* [WHAT IS REQUIRED]: Each record beneath this sentence is to be transcribed exactly as it reads.

Collected data entries
● ● ●

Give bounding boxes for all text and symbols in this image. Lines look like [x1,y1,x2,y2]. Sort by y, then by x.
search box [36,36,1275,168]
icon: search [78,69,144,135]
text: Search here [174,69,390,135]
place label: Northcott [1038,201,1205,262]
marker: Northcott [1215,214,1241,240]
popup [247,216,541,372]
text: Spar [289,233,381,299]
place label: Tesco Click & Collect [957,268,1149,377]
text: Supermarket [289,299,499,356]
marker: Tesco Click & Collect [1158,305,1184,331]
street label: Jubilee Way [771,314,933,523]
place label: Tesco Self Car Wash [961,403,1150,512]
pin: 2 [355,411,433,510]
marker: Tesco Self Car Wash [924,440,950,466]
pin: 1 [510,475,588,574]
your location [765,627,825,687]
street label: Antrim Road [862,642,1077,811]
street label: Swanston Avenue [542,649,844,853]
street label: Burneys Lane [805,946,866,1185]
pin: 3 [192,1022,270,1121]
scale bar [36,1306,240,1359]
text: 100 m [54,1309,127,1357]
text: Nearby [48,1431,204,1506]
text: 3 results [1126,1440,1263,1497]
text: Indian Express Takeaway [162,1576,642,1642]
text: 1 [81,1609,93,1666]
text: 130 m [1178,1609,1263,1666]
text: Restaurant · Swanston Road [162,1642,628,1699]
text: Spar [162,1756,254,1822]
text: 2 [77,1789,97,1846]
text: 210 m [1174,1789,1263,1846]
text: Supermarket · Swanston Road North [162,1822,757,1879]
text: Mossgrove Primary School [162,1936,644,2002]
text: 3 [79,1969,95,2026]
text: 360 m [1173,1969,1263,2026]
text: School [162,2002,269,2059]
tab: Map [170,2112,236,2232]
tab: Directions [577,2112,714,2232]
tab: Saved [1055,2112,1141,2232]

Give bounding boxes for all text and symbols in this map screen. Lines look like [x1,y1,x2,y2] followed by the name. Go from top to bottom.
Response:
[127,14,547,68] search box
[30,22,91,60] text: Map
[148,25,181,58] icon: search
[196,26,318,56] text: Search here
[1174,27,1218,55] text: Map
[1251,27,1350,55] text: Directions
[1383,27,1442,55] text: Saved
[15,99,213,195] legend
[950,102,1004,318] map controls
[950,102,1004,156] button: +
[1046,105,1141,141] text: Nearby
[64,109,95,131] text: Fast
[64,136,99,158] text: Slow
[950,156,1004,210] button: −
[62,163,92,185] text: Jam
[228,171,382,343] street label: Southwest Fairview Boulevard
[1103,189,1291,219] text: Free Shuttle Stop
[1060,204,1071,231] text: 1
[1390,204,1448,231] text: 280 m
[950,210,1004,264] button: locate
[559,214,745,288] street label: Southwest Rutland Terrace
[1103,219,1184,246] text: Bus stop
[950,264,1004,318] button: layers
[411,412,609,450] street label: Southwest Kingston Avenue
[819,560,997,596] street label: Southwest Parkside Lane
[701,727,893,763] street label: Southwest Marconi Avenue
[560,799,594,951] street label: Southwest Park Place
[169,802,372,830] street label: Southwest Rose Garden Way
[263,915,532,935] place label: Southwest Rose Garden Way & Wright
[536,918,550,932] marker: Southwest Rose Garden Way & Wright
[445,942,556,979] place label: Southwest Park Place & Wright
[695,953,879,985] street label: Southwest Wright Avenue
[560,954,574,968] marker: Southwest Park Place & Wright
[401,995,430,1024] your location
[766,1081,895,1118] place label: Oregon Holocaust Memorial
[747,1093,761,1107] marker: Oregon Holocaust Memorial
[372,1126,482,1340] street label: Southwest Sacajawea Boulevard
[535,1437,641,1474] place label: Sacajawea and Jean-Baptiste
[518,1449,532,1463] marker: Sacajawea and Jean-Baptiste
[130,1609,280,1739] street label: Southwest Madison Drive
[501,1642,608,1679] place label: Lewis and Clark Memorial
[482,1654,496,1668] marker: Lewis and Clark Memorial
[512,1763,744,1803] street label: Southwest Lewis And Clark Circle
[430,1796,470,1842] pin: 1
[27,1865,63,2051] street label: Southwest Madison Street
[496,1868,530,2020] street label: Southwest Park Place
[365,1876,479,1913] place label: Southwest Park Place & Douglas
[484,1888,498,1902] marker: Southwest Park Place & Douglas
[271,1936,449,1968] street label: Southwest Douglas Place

● ● ●

* [THE COMPLETED TASK]:
Give bounding boxes for all text and symbols in this image. Lines look like [x1,y1,x2,y2]. Sort by y, then by x.
search box [36,36,1275,168]
icon: search [78,69,144,135]
text: Search here [174,69,390,135]
place label: Northcott [1038,201,1205,262]
marker: Northcott [1215,214,1241,240]
popup [247,216,541,372]
text: Spar [289,233,381,299]
place label: Tesco Click & Collect [957,268,1149,377]
text: Supermarket [289,299,499,356]
marker: Tesco Click & Collect [1158,305,1184,331]
street label: Jubilee Way [771,314,933,523]
place label: Tesco Self Car Wash [961,403,1150,512]
pin: 2 [355,411,433,510]
marker: Tesco Self Car Wash [924,440,950,466]
pin: 1 [510,475,588,574]
your location [765,627,825,687]
street label: Antrim Road [862,642,1077,811]
street label: Swanston Avenue [542,649,844,853]
street label: Burneys Lane [805,946,866,1185]
pin: 3 [192,1022,270,1121]
scale bar [36,1306,240,1359]
text: 100 m [54,1309,127,1357]
text: Nearby [48,1431,204,1506]
text: 3 results [1126,1440,1263,1497]
text: Indian Express Takeaway [162,1576,642,1642]
text: 1 [81,1609,93,1666]
text: 130 m [1178,1609,1263,1666]
text: Restaurant · Swanston Road [162,1642,628,1699]
text: Spar [162,1756,254,1822]
text: 2 [77,1789,97,1846]
text: 210 m [1174,1789,1263,1846]
text: Supermarket · Swanston Road North [162,1822,757,1879]
text: Mossgrove Primary School [162,1936,644,2002]
text: 3 [79,1969,95,2026]
text: 360 m [1173,1969,1263,2026]
text: School [162,2002,269,2059]
tab: Map [170,2112,236,2232]
tab: Directions [577,2112,714,2232]
tab: Saved [1055,2112,1141,2232]

Give bounding boxes for all text and symbols in this map screen. Lines look like [x1,y1,x2,y2] followed by the name. Go from top to bottom.
Response:
[127,14,547,68] search box
[30,22,91,60] text: Map
[148,25,181,58] icon: search
[196,26,318,56] text: Search here
[1174,27,1218,55] text: Map
[1251,27,1350,55] text: Directions
[1383,27,1442,55] text: Saved
[15,99,213,195] legend
[950,102,1004,318] map controls
[950,102,1004,156] button: +
[1046,105,1141,141] text: Nearby
[64,109,95,131] text: Fast
[64,136,99,158] text: Slow
[950,156,1004,210] button: −
[62,163,92,185] text: Jam
[228,171,382,343] street label: Southwest Fairview Boulevard
[1103,189,1291,219] text: Free Shuttle Stop
[1060,204,1071,231] text: 1
[1390,204,1448,231] text: 280 m
[950,210,1004,264] button: locate
[559,214,745,288] street label: Southwest Rutland Terrace
[1103,219,1184,246] text: Bus stop
[950,264,1004,318] button: layers
[411,412,609,450] street label: Southwest Kingston Avenue
[819,560,997,596] street label: Southwest Parkside Lane
[701,727,893,763] street label: Southwest Marconi Avenue
[560,799,594,951] street label: Southwest Park Place
[169,802,372,830] street label: Southwest Rose Garden Way
[263,915,532,935] place label: Southwest Rose Garden Way & Wright
[536,918,550,932] marker: Southwest Rose Garden Way & Wright
[445,942,556,979] place label: Southwest Park Place & Wright
[695,953,879,985] street label: Southwest Wright Avenue
[560,954,574,968] marker: Southwest Park Place & Wright
[401,995,430,1024] your location
[766,1081,895,1118] place label: Oregon Holocaust Memorial
[747,1093,761,1107] marker: Oregon Holocaust Memorial
[372,1126,482,1340] street label: Southwest Sacajawea Boulevard
[535,1437,641,1474] place label: Sacajawea and Jean-Baptiste
[518,1449,532,1463] marker: Sacajawea and Jean-Baptiste
[130,1609,280,1739] street label: Southwest Madison Drive
[501,1642,608,1679] place label: Lewis and Clark Memorial
[482,1654,496,1668] marker: Lewis and Clark Memorial
[512,1763,744,1803] street label: Southwest Lewis And Clark Circle
[430,1796,470,1842] pin: 1
[27,1865,63,2051] street label: Southwest Madison Street
[496,1868,530,2020] street label: Southwest Park Place
[365,1876,479,1913] place label: Southwest Park Place & Douglas
[484,1888,498,1902] marker: Southwest Park Place & Douglas
[271,1936,449,1968] street label: Southwest Douglas Place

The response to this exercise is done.